Há muito esquecida, a bactéria Mycobacterium ulcerans, ou úlcera de Buruli, que pode desfigurar o rosto e os membros, ainda é motivo de preocupação. É o caso, por exemplo, da bióloga espanhola Patrícia Casas, 42 anos.
Casas contraiu a bactéria enquanto passava cinco meses nas selvas do Peru. Ela retornou há dez anos e, na época, sentiu uma dor semelhante à queimadura de cigarro em seu braço esquerdo. A sensação ruim deu lugar a uma ferida, que começou a crescer cada dia mais, até se transformar em uma úlcera de 12 centímetros, com uma inflamação que ligava o cotovelo à axila.
Patrícia ficou internada por cerca de um mês e meio, sem diagnóstico. “Ficamos tanto tempo sem saber o que era que apelidei a ferida de Débora”, conta.
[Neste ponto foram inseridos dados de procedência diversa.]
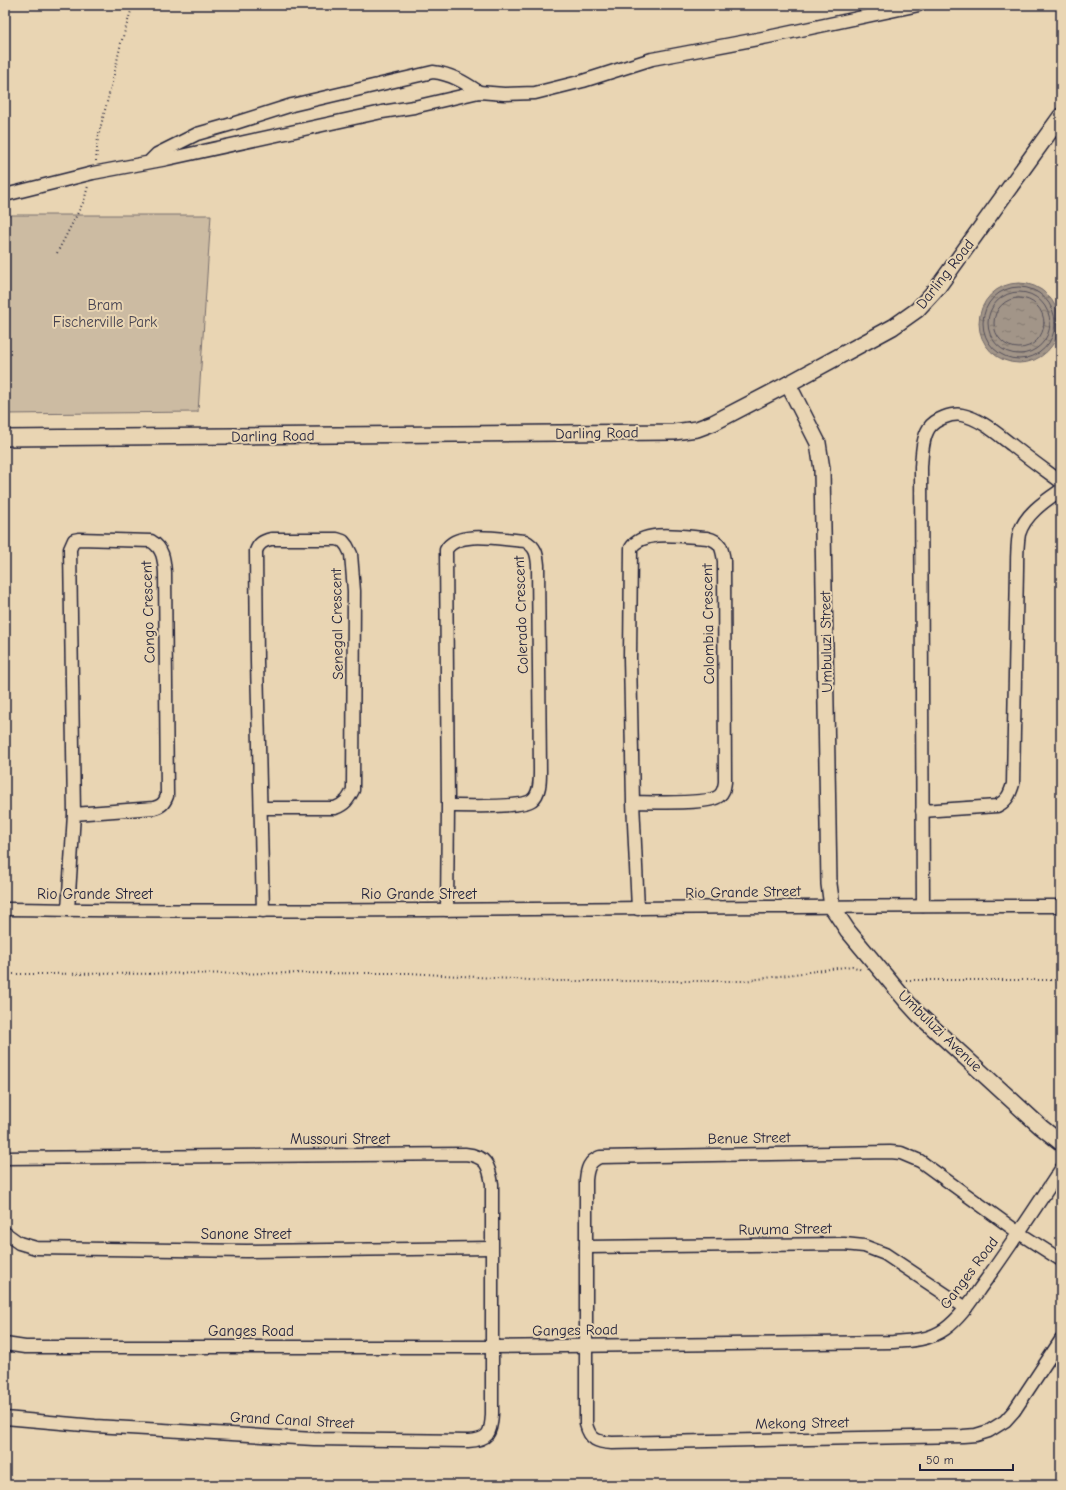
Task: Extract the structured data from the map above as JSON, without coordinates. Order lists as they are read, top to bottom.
{
  "streets": {
    "street": [
      "Darling Road",
      "Congo Crescent",
      "Colerado Crescent",
      "Senegal Crescent",
      "Colombia Crescent",
      "Umbuluzi Street",
      "Rio Grande Street",
      "Umbuluzi Avenue",
      "Benue Street",
      "Mussouri Street",
      "Ruvuma Street",
      "Sanone Street",
      "Ganges Road",
      "Grand Canal Street",
      "Mekong Street"
    ]
  },
  "crossings": [
    ["Darling Road", "Umbuluzi Street"],
    ["Congo Crescent", "Rio Grande Street"],
    ["Colerado Crescent", "Rio Grande Street"],
    ["Senegal Crescent", "Rio Grande Street"],
    ["Colombia Crescent", "Rio Grande Street"],
    ["Umbuluzi Street", "Rio Grande Street"],
    ["Umbuluzi Street", "Umbuluzi Avenue"],
    ["Rio Grande Street", "Umbuluzi Avenue"],
    ["Benue Street", "Ruvuma Street"],
    ["Benue Street", "Ganges Road"],
    ["Benue Street", "Mekong Street"],
    ["Mussouri Street", "Sanone Street"],
    ["Mussouri Street", "Ganges Road"],
    ["Mussouri Street", "Grand Canal Street"],
    ["Ruvuma Street", "Ganges Road"],
    ["Ganges Road", "Grand Canal Street"],
    ["Ganges Road", "Mekong Street"]
  ],
  "parks": ["Bram Fischerville Park"],
  "scale_bar": "50 m"
}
Enquanto isso, a bactéria devorou o braço da bióloga, e assim permaneceu por quatro anos.
A princípio, os médicos acreditaram se tratar de uma queimadura simples e passaram apenas uma pomada nos locais dos hematomas. Quando a ferida começou a crescer, desconfiaram de uma reação alérgica. Meses depois, veio o real diagnóstico: úlcera de Buruli.
O que é e como acontece o contágio
A úlcera de Buruli está em um grupo de patologias que são devastadoras em regiões tropicais negligenciadas, considerados os mais pobres do mundo. Há cerca de 2 mil notificações anuais da bactéria, em sua maioria, na África Central, mas também já foram detectados casos em outros países, como Peru, México e Austrália.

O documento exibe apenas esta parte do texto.